The Board Affairs and Nominating Committee shall be comprised solely of at least three independent Directors who shall meet the criteria for independence required by the New York Stock Exchange.
Directors shall be elected to the Committee annually at the April meeting of the Board. The members of the Committee shall serve until their successors are elected and qualified or until their earlier resignation or removal. The Board shall have the power at any time to change the membership of the Committee and to fill vacancies.
- Board Affairs
- Board Size. Periodically review and recommend to the full Board the optimum size of the Board to accommodate the following objectives:
- To provide a Board sufficiently large to allow independent directors to staff the working Board committees.
- To ensure that there is a majority of directors who meet the criteria for independence required by the New York Stock Exchange.
- To permit key members of management to serve on the Board.
- To enable the Board to function effectively in terms of discussion and decision making.
- Criteria for Board Membership. Establish specific criteria by which potential Directors shall be qualified.
- Identification of Nominees. Identify potential nominees qualified to become Board members, considering suggestions for nominees proffered by Directors, employees, shareholders, and such other persons as may be deemed appropriate.
- Nomination of Directors. Propose and recommend to the full Board qualified nominees for Board membership, including its recommendation whether the Board can determine that the nominees meet the criteria for independence required by the New York Stock Exchange. Included in the nomination process is the review of each incumbent Board member's attendance and performance.
- Retirement. Establish the retirement policies applicable to Directors.
- Board Committees.
- Consider and recommend to the full Board the types and functions of Board committees and their initial respective charters.
- Consider the qualifications for membership on each Board committee and bring to the full Board recommendations for the membership of the committees of the Board, including Chairmanships.
- Determine policies with regard to rotation of Directors among the committees and any limitations on the number of consecutive years a Director should serve as the Chairman or as a member of any one Board committee. Implement these policies in the qualification of committee members.
- Lead Director. The Committee shall bring to the full Board recommendations for the position of Lead Director.
- Committee Oversight of the Board. The Committee shall oversee the annual assessment of the Board’s performance.
- Committee Oversight of Corporate Citizenship. The Committee shall oversee the Company’s Corporate Citizenship activities to advance the interest of shareholders, including the Company’s involvement with the communities it serves and the Company’s promotion of a sustainable environment.

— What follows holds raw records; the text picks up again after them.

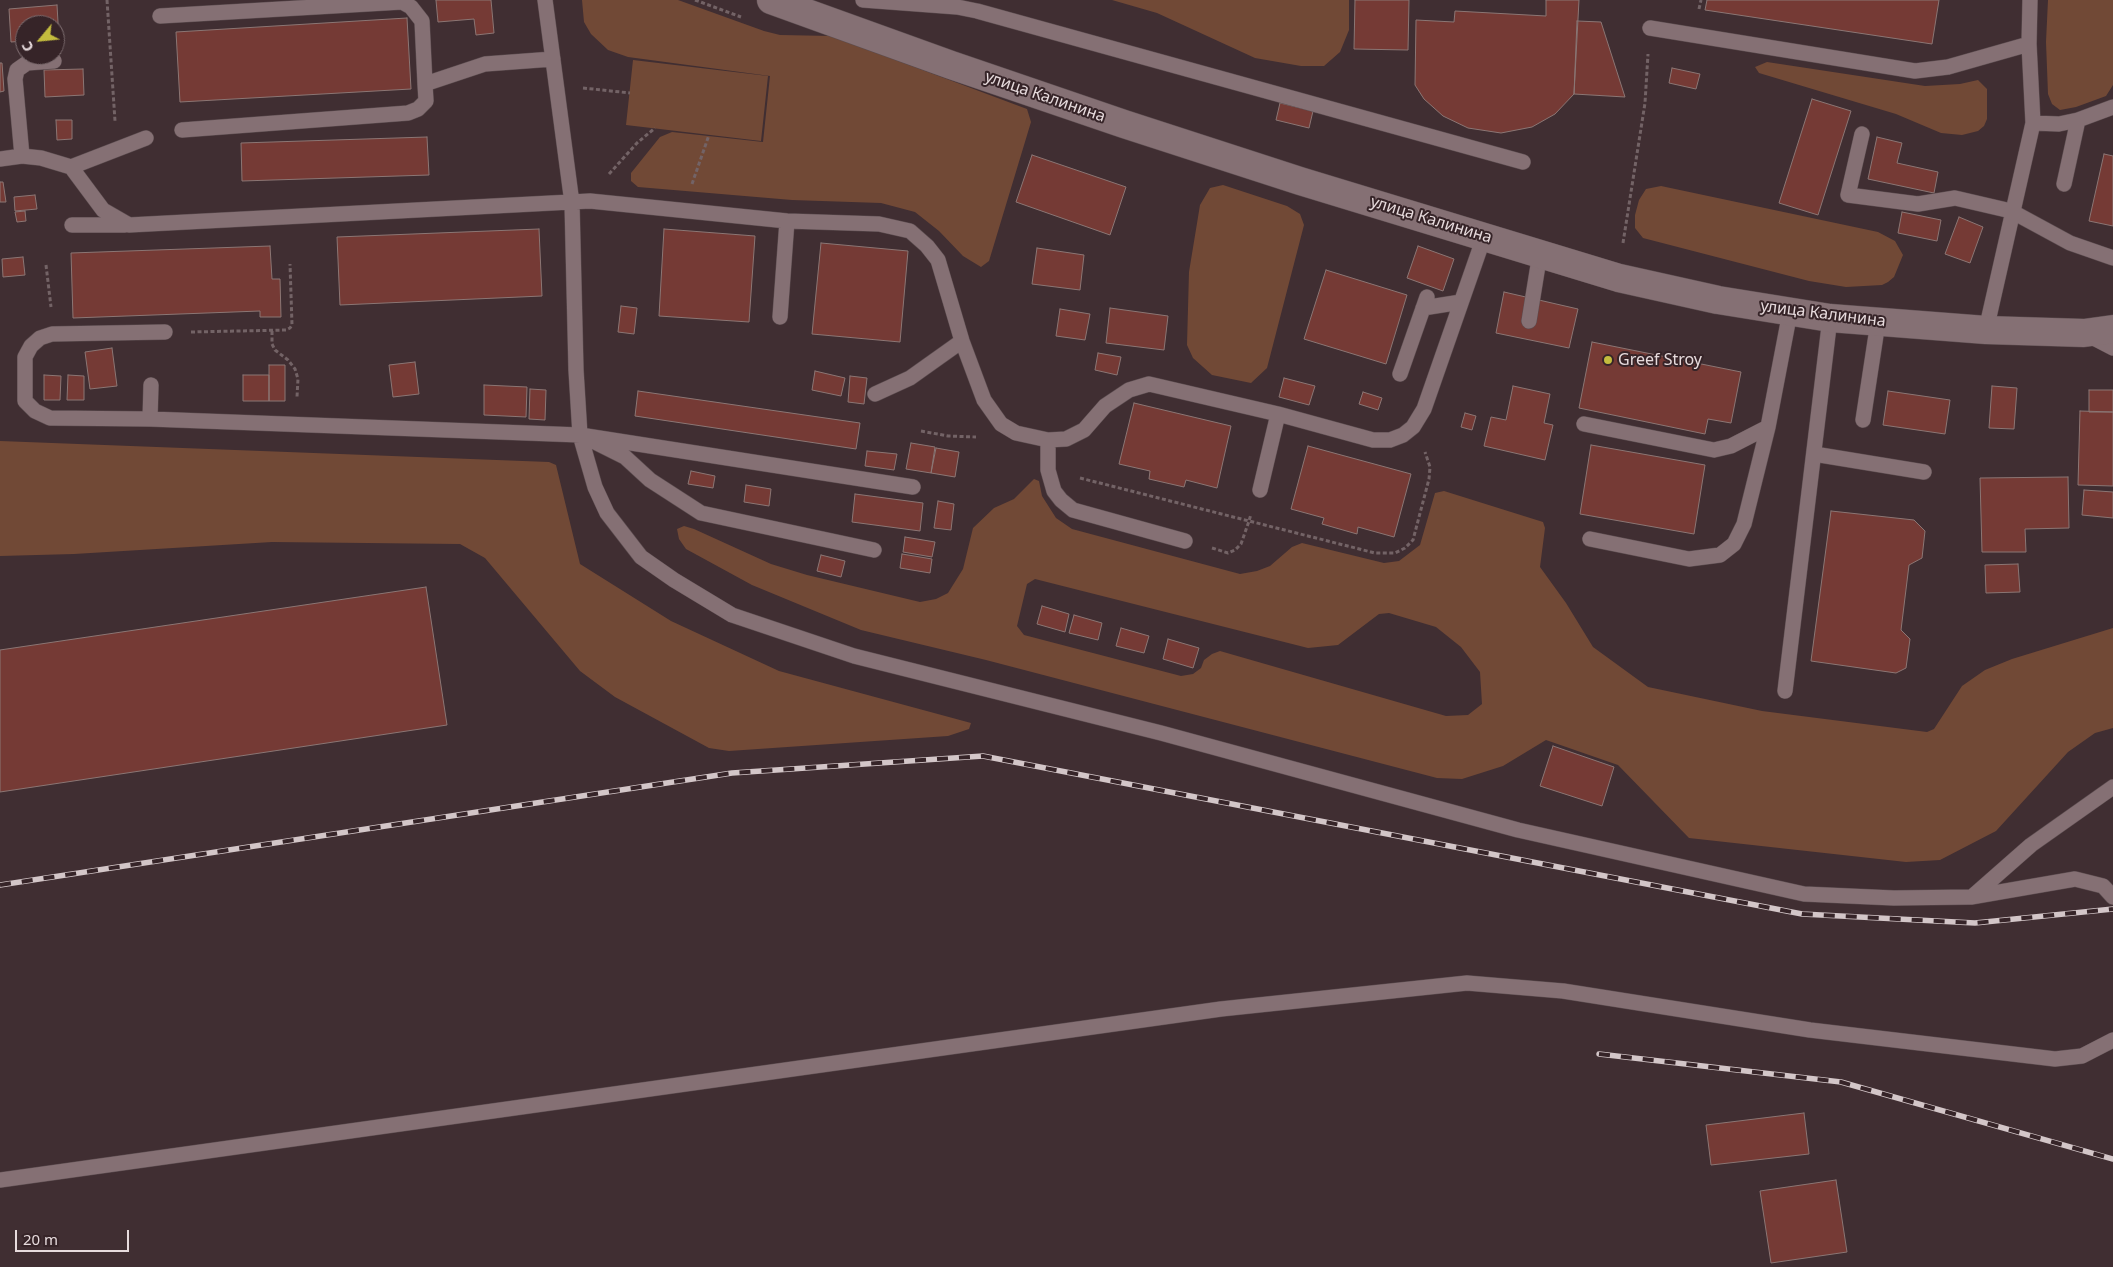 <!DOCTYPE html>
<meta charset="utf-8">
<style>
body{margin:0}
#map{position:relative;width:2113px;height:1267px;overflow:hidden;background:#402e32;font-family:"Noto Sans",sans-serif}
canvas{display:block}
.north{position:absolute;left:15px;top:15px;width:50px;height:50px;box-sizing:border-box;background:#362428;border:1px solid #7d6d70;border-radius:50%;rotate:242deg;font-size:14px;font-weight:700;line-height:20px;text-align:center;color:#e7dbdd}
.north::after{content:'';display:block;margin:auto;width:18px;height:22px;background:#c4bc3e;clip-path:polygon(50% 0,100% 100%,50% 72%,0 100%)}
.scale{position:absolute;left:15px;top:1230px;width:114px;height:22px;box-sizing:border-box;border:2px solid #e7dbdd;border-top:0;padding-left:6px;font-size:15px;line-height:18px;white-space:nowrap;color:#e7dbdd;-webkit-text-stroke:4px #362428;paint-order:stroke}
</style>
<div id="map">
<canvas width="2113" height="1267"></canvas>
<div class="north">С</div>
<div class="scale">20 m</div>
</div>
<script>
const g = document.querySelector('canvas').getContext('2d');
g.lineJoin = 'round';
function fillPath(path, color) { g.fillStyle = color; g.fill(path, 'evenodd'); }
const toPath = rows => new Path2D(rows.map(r => 'M' + r).join(''));
function trace(path, color, width, dash) { g.strokeStyle = color; g.lineWidth = width; g.lineCap = dash ? 'butt' : 'round'; g.setLineDash(dash || []); g.stroke(path); }
function write(font, color, halo, rows, align = 'center') {
  g.font = font + ' "Noto Sans",sans-serif'; g.lineWidth = 4; g.setLineDash([]); g.textBaseline = 'middle'; g.strokeStyle = halo; g.fillStyle = color; for (const [text, x, y, turn = 0] of rows) {
    g.save(); g.translate(x, y); g.rotate((+turn || 0) * Math.PI / 180); g.textAlign = isNaN(turn) ? turn : align; if (halo) g.strokeText(text, 0, 0); g.fillText(text, 0, 0); g.restore();
  }
}
const green = toPath([
 [582,0,678,0,764,31,780,35,832,36,1027,109,1031,122,989,261,981,267,963,256,939,231,915,212,881,203,792,200,638,187,631,181,631,173,660,137,672,132,763,142,770,76,628,57,608,50,591,34,584,22],
 [1112,0,1349,0,1349,30,1340,52,1324,66,1301,66,1255,58,1157,13],
 [2048,0,2113,0,2113,85,2106,96,2076,107,2060,110,2052,104,2048,94,2046,42],
 [633,60,768,76,761,141,626,125],
 [1767,62,1925,86,1960,84,1978,80,1987,89,1987,119,1984,126,1978,131,1962,135,1941,133,1896,114,1759,73,1755,67],
 [1223,185,1287,206,1300,214,1304,225,1267,368,1251,383,1212,375,1193,358,1187,345,1189,272,1200,205,1210,188],
 [1661,186,1878,232,1895,241,1903,255,1894,277,1888,282,1882,285,1846,287,1809,281,1643,238,1635,228,1635,215,1639,200,1646,189],
 [0,441,549,462,556,465,580,564,671,621,779,671,971,723,969,729,948,736,729,751,709,748,615,697,580,671,485,558,460,544,272,542,74,554,0,556],
 [1034,479,1039,481,1042,496,1056,518,1072,529,1240,574,1257,571,1270,566,1292,547,1302,543,1384,563,1399,561,1420,545,1435,493,1444,491,1543,522,1545,528,1540,567,1566,603,1593,647,1648,687,1762,711,1927,732,1934,729,1962,686,1985,670,2012,659,2113,628,2113,728,2095,733,2068,752,1996,831,1940,860,1906,862,1689,838,1618,765,1546,740,1503,766,1462,779,1437,778,986,660,861,630,752,585,686,549,679,539,677,529,684,526,694,529,771,564,807,575,920,602,936,599,948,593,963,569,973,528,994,508,1014,499],
 [1035,579,1308,648,1338,645,1379,614,1389,613,1436,627,1461,647,1480,672,1482,704,1468,715,1446,716,1220,651,1212,654,1204,660,1201,668,1193,674,1181,676,1024,635,1017,626,1027,584]
]);
const building = toPath([
 [436,0,491,0,494,33,476,35,474,19,438,22,436,0],
 [1355,0,1409,0,1408,50,1354,49,1355,0],
 [1546,0,1579,0,1574,94,1555,114,1532,127,1501,133,1468,128,1443,116,1424,99,1415,85,1416,20,1454,22,1455,11,1546,16,1546,0],
 [1707,0,1939,0,1932,44,1705,10,1707,0],
 [57,5,59,39,55,39,55,25,25,25,25,41,11,42,9,9,57,5],
 [407,18,411,89,180,102,176,32,407,18],
 [1577,21,1601,22,1625,97,1574,94,1577,21],
 [0,63,2,63,4,91,0,92,0,63],
 [1672,68,1700,74,1696,89,1669,83,1672,68],
 [83,69,84,95,45,97,44,70,83,69],
 [1812,99,1851,111,1818,215,1779,203,1812,99],
 [1280,103,1313,111,1309,128,1276,120,1280,103],
 [56,120,72,120,72,139,57,140,56,120],
 [427,137,429,175,242,181,241,143,427,137],
 [1877,137,1902,143,1897,163,1938,172,1934,193,1868,179,1877,137],
 [2104,154,2113,156,2113,226,2089,221,2104,154],
 [1032,155,1126,187,1110,235,1016,202,1032,155],
 [0,182,3,182,6,202,0,202,0,182],
 [35,195,37,209,15,211,14,197,35,195],
 [25,211,26,221,17,222,15,212,25,211],
 [1902,212,1941,220,1937,241,1898,233,1902,212],
 [1959,217,1983,227,1970,263,1945,254,1959,217],
 [539,229,542,296,340,305,337,237,539,229],
 [664,229,755,236,749,322,659,316,664,229],
 [821,243,908,251,900,342,812,334,821,243],
 [270,246,272,279,280,279,281,317,260,317,260,311,73,318,71,253,270,246],
 [1418,246,1454,259,1443,291,1407,278,1418,246],
 [1037,248,1084,255,1080,290,1032,284,1037,248],
 [23,257,25,275,3,277,2,259,23,257],
 [1326,270,1407,295,1386,364,1304,339,1326,270],
 [1504,292,1578,309,1569,348,1496,333,1504,292],
 [621,306,637,308,634,334,618,332,621,306],
 [1110,308,1168,316,1164,350,1106,343,1110,308],
 [1060,309,1090,314,1085,340,1056,336,1060,309],
 [1592,342,1741,372,1731,423,1708,419,1705,434,1579,408,1592,342],
 [112,348,117,386,90,389,85,352,112,348],
 [1098,353,1121,357,1117,375,1095,370,1098,353],
 [415,362,419,394,393,397,389,365,415,362],
 [269,365,285,365,285,401,269,401,269,365],
 [815,371,845,378,841,396,812,390,815,371],
 [44,375,61,376,60,400,44,400,44,375],
 [68,375,84,376,84,400,67,400,68,375],
 [243,375,269,375,269,401,243,401,243,375],
 [850,376,867,378,864,404,848,402,850,376],
 [1284,378,1315,386,1309,405,1279,397,1284,378],
 [484,385,527,387,526,417,484,415,484,385],
 [1513,386,1550,394,1544,423,1553,425,1545,460,1484,446,1491,417,1506,420,1513,386],
 [1992,386,2017,388,2014,429,1989,428,1992,386],
 [530,389,546,390,545,420,529,419,530,389],
 [2089,390,2113,390,2113,412,2089,412,2089,390],
 [638,391,860,423,856,449,635,416,638,391],
 [1888,391,1950,400,1945,434,1883,425,1888,391],
 [1363,392,1382,398,1378,410,1359,404,1363,392],
 [1134,403,1231,426,1217,488,1186,480,1184,487,1149,479,1150,471,1119,464,1134,403],
 [2080,411,2113,412,2113,486,2078,485,2080,411],
 [1465,413,1476,416,1472,430,1461,427,1465,413],
 [911,443,935,447,931,473,906,469,911,443],
 [1591,445,1705,465,1694,534,1580,514,1591,445],
 [1308,446,1411,474,1394,537,1358,527,1357,534,1322,524,1324,518,1291,509,1308,446],
 [936,448,959,452,955,477,931,473,936,448],
 [867,451,897,454,894,470,865,466,867,451],
 [691,471,715,476,713,488,688,484,691,471],
 [2068,477,2069,528,2025,529,2026,552,1982,552,1980,478,2068,477],
 [746,485,771,489,769,506,744,502,746,485],
 [2084,490,2113,492,2113,518,2082,515,2084,490],
 [855,494,923,503,920,531,852,522,855,494],
 [938,501,954,504,951,530,934,528,938,501],
 [1831,511,1914,520,1925,531,1922,558,1909,565,1901,630,1910,639,1906,668,1896,673,1811,661,1831,511],
 [905,537,935,542,932,557,903,552,905,537],
 [902,554,932,559,930,573,900,568,902,554],
 [821,555,845,561,841,577,817,571,821,555],
 [2018,564,2020,592,1986,593,1985,565,2018,564],
 [426,587,447,725,0,792,0,650,426,587],
 [1042,606,1069,614,1065,632,1037,624,1042,606],
 [1074,615,1102,623,1098,640,1069,633,1074,615],
 [1121,628,1149,636,1144,653,1116,646,1121,628],
 [1168,639,1199,648,1193,668,1163,659,1168,639],
 [1553,746,1614,767,1602,806,1540,786,1553,746],
 [1804,1113,1809,1154,1711,1165,1706,1125,1804,1113],
 [1836,1180,1847,1252,1771,1263,1760,1191,1836,1180]
]);
const path = toPath([
 [107,0,115,121],
 [695,0,741,17],
 [1699,9,1701,0],
 [583,88,630,93],
 [609,174,637,143,655,128],
 [692,184,709,135],
 [1623,243,1645,103,1648,54],
 [46,265,51,307],
 [272,331,272,344,275,350,288,360,295,369,298,379,297,397],
 [191,332,286,330,290,328,292,325,290,264],
 [921,431,948,436,976,437],
 [1080,478,1249,521,1251,514],
 [1212,548,1228,553,1235,550,1241,544,1249,521,1375,553,1395,553,1405,548,1413,540,1429,479,1430,467,1425,452]
]);
const lane = toPath([
 [545,0,572,203,576,370,580,435,595,487,607,513,641,557,674,580,732,615,854,656,1161,733,1518,830,1804,894,1894,898,1971,897,2075,879,2103,886,2113,897],
 [863,0,957,7,977,11,1523,162],
 [160,16,402,2,411,7,422,21,425,84],
 [1650,28,1915,71,1948,67,2029,44],
 [2033,123,2059,124,2078,120,2113,107],
 [182,130,408,113,418,109,426,101,425,84,485,64,553,59],
 [1862,134,1848,195,1918,204,1955,198,2011,211,2070,243,2113,258],
 [22,156,15,79,17,70,27,63,54,61],
 [0,159,22,156,41,158,71,167,103,210,129,225,590,201,787,221,879,224,910,231,927,246,938,260,962,341,984,400,1001,424,1016,433,1048,440,1066,439,1084,430,1105,406,1129,390,1149,384,1278,414,1373,440,1390,440,1403,435,1413,427,1424,409,1484,237],
 [71,167,146,138],
 [2064,184,2078,120],
 [72,225,125,225],
 [1423,308,1461,302],
 [780,317,787,221],
 [1529,321,1540,253],
 [1986,330,2033,123,2029,44,2030,0],
 [165,332,52,334,40,338,31,346,25,357,25,401,35,411,50,418,150,419,580,435,913,487],
 [2088,335,2113,348],
 [1400,374,1427,297],
 [875,394,910,378,962,341],
 [150,419,151,385],
 [1863,420,1878,322],
 [1584,424,1714,450,1731,446,1768,427],
 [1048,440,1048,470,1054,491,1061,500,1073,510,1185,541],
 [595,442,625,457,650,480,701,513,874,550],
 [1814,454,1924,472],
 [1260,490,1278,414],
 [1590,539,1689,559,1720,555,1734,544,1744,524,1768,427,1790,312],
 [1785,691,1830,318],
 [1973,896,2031,845,2113,787],
 [0,1180,1221,1009,1467,983,1563,991,1810,1030,2055,1059,2082,1056,2113,1040]
]);
const secondary = toPath([
 [771,0,951,65,1124,124,1300,181,1619,278,1718,300,1830,318,1986,330,2084,333,2113,329]
]);
const rail = toPath([
 [0,885,732,773,983,756,1802,914,1975,923,2113,909],
 [1599,1054,1841,1082,2113,1159]
]);
const markers = [
 [1608,360,5,"#c4bc3e"]
];
const streetNames = [
 ["улица Калинина",1045,97,19],
 ["улица Калинина",1431,220,17],
 ["улица Калинина",1823,314,7]
];
const poiNames = [
 ["Greef Stroy",1618,360]
];
fillPath(green, '#714936');
fillPath(building, '#753a35');
trace(building, '#8b7674', 1);
trace(lane, '#5c4d50', 16);
trace(secondary, '#5c4d50', 29);
trace(path, '#736366', 3, [4, 2.5]);
trace(lane, '#857074', 15);
trace(secondary, '#857074', 28);
trace(rail, '#d3c6c8', 5.5);
trace(rail, '#362428', 4, [11]);
for (const [x, y, r, color] of markers) { const dot = new Path2D(); dot.arc(x, y, r, 0, 2 * Math.PI); g.fillStyle = color; g.fill(dot); trace(dot, '#362428', 2); }
write('16px', '#e7dbdd', '#362428', streetNames);
write('16px', '#e7dbdd', '#362428', poiNames, 'left');
</script>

- Management Performance, Organization, and CEO Succession. Monitor senior management organization, selection, performance, and career paths. Be concerned with CEO and management succession and make recommendation to the full Board when a CEO vacancy occurs through retirement or otherwise.
- Articles of Incorporation and Bylaws Review. Periodically review and recommend changes to the full Board of the Articles of Incorporation and the Corporate Bylaws.

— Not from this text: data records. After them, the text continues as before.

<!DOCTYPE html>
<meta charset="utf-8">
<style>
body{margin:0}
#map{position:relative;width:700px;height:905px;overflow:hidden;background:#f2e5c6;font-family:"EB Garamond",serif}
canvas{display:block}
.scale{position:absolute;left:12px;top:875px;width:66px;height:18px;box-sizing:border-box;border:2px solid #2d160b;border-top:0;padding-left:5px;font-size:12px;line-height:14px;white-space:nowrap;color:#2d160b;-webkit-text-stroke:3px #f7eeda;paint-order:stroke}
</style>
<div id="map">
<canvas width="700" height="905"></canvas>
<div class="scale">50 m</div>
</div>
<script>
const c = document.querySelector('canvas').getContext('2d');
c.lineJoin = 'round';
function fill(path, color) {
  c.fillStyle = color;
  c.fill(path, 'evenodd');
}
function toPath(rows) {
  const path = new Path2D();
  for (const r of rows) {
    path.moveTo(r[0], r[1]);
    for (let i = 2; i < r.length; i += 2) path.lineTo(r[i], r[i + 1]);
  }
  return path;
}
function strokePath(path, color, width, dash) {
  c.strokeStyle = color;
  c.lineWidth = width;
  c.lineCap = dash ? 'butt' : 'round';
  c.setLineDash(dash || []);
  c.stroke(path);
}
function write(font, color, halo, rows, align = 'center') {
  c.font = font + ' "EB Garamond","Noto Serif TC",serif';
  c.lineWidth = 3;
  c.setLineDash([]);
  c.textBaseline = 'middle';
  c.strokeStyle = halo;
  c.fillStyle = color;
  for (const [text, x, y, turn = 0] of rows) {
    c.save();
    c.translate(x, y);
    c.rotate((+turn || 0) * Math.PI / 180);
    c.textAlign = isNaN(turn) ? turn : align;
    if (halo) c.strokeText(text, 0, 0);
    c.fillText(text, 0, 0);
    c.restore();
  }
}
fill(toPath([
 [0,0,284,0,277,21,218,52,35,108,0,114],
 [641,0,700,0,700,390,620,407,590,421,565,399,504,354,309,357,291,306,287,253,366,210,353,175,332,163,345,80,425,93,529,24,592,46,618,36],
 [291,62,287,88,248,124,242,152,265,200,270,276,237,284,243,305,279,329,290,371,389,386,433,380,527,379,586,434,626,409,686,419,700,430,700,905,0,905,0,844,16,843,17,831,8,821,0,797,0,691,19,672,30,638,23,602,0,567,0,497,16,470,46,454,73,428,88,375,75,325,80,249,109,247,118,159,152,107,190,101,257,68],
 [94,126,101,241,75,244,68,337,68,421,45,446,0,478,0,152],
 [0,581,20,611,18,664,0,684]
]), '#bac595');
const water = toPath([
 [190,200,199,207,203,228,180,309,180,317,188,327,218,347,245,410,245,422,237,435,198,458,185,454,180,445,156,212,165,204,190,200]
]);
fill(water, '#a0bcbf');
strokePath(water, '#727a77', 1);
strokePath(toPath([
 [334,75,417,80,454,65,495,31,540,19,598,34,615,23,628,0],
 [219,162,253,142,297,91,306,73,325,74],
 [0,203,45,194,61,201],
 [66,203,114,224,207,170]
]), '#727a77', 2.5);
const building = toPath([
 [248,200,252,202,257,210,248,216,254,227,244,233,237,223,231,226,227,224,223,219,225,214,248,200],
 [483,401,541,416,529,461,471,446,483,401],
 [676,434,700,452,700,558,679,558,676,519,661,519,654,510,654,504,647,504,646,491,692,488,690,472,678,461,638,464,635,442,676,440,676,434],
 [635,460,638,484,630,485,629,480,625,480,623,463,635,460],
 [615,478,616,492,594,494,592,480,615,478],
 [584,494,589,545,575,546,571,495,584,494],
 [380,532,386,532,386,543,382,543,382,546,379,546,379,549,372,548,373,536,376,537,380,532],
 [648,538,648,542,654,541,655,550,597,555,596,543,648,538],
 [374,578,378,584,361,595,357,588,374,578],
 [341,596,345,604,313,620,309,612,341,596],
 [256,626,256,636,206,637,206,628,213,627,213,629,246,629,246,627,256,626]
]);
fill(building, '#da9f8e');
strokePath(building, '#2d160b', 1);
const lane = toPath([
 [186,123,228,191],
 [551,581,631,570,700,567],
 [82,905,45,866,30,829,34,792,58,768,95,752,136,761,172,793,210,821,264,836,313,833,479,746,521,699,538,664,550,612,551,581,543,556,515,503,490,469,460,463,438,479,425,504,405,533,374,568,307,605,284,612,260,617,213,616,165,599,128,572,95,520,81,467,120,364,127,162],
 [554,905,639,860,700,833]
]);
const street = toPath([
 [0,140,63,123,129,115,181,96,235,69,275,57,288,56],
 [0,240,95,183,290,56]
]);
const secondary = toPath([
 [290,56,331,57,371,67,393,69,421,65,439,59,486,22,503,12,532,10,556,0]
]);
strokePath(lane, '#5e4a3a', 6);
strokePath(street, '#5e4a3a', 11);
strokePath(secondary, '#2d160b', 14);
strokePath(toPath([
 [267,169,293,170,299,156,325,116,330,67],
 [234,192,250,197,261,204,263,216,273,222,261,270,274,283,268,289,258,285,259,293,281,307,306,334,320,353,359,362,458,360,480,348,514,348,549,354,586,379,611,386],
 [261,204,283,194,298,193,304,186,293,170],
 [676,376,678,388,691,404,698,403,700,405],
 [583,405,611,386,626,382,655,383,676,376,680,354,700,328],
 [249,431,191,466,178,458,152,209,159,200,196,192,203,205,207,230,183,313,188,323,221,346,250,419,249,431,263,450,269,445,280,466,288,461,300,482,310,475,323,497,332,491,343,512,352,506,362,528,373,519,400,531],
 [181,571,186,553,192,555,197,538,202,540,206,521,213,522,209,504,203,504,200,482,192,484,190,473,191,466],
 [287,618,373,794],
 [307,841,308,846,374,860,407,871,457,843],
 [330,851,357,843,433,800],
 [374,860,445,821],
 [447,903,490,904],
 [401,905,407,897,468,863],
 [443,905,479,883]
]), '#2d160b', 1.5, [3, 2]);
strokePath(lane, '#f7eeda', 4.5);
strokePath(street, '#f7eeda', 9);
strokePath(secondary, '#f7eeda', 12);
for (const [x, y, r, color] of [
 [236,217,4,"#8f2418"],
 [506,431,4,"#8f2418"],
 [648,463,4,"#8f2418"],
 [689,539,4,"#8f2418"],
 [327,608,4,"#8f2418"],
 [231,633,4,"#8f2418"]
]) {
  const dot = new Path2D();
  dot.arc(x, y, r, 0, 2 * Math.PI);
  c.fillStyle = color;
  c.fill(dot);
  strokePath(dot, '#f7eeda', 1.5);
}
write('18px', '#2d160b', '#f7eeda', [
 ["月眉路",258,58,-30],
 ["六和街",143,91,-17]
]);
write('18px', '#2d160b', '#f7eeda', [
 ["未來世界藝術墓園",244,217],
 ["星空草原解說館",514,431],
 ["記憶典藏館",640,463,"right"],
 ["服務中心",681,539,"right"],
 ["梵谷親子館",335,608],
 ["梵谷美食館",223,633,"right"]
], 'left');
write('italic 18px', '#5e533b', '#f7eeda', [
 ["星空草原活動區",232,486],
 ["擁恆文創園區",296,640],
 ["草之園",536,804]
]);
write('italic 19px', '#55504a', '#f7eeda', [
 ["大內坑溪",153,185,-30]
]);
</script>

- Major Issues Focuses or Proposals. Make the initial assessment and subsequent report and recommendation to the Board regarding major issues or proposals brought to the Committee by management, the full Board, or by the Committee itself.
- Access to Outside Advisors. The Committee shall have the authority to obtain advice and assistance from external advisors and shall have the sole authority to retain and terminate any search firm to be used to identify director candidates, including sole authority to approve the search firm’s fees and other retention terms. In addition, the Committee shall have the authority to obtain advice and assistance from other external advisors.
- Executive Sessions. The Lead Director shall act as the Chairman and shall preside at executive sessions of the Board without management participation.
- Corporate Governance
- Corporate Governance Principles. Develop Criteria for Membership on the Board of Directors and recommend to the Board Operating Principles for the Board of Directors as a set of governance principles applicable to the Company.
- Annual Review. Make an annual assessment and subsequent report to the Board as appropriate relative to the performance of the Board in the area of corporate governance, including the adequacy of information supplied to the Board, and the Board's performance of its oversight responsibilities relevant to the management of the Company.
- Committee Operations
- Committee Meetings. The Committee shall meet at least two times a year and on call of the Committee Chairman as needed to discharge the general and specific responsibilities enumerated above. The Committee shall meet in Executive Session without management as it deems appropriate.
- Subcommittees. The Committee may delegate authority to one or more subcommittees.
- Committee Reporting. The Committee shall make regular reports to the Board.
- Committee Evaluation. The Committee shall annually review its own performance.
- Charter Review. The Committee shall annually review its charter and the Criteria for Membership on the Board of Directors and recommend any proposed amendments to the Board.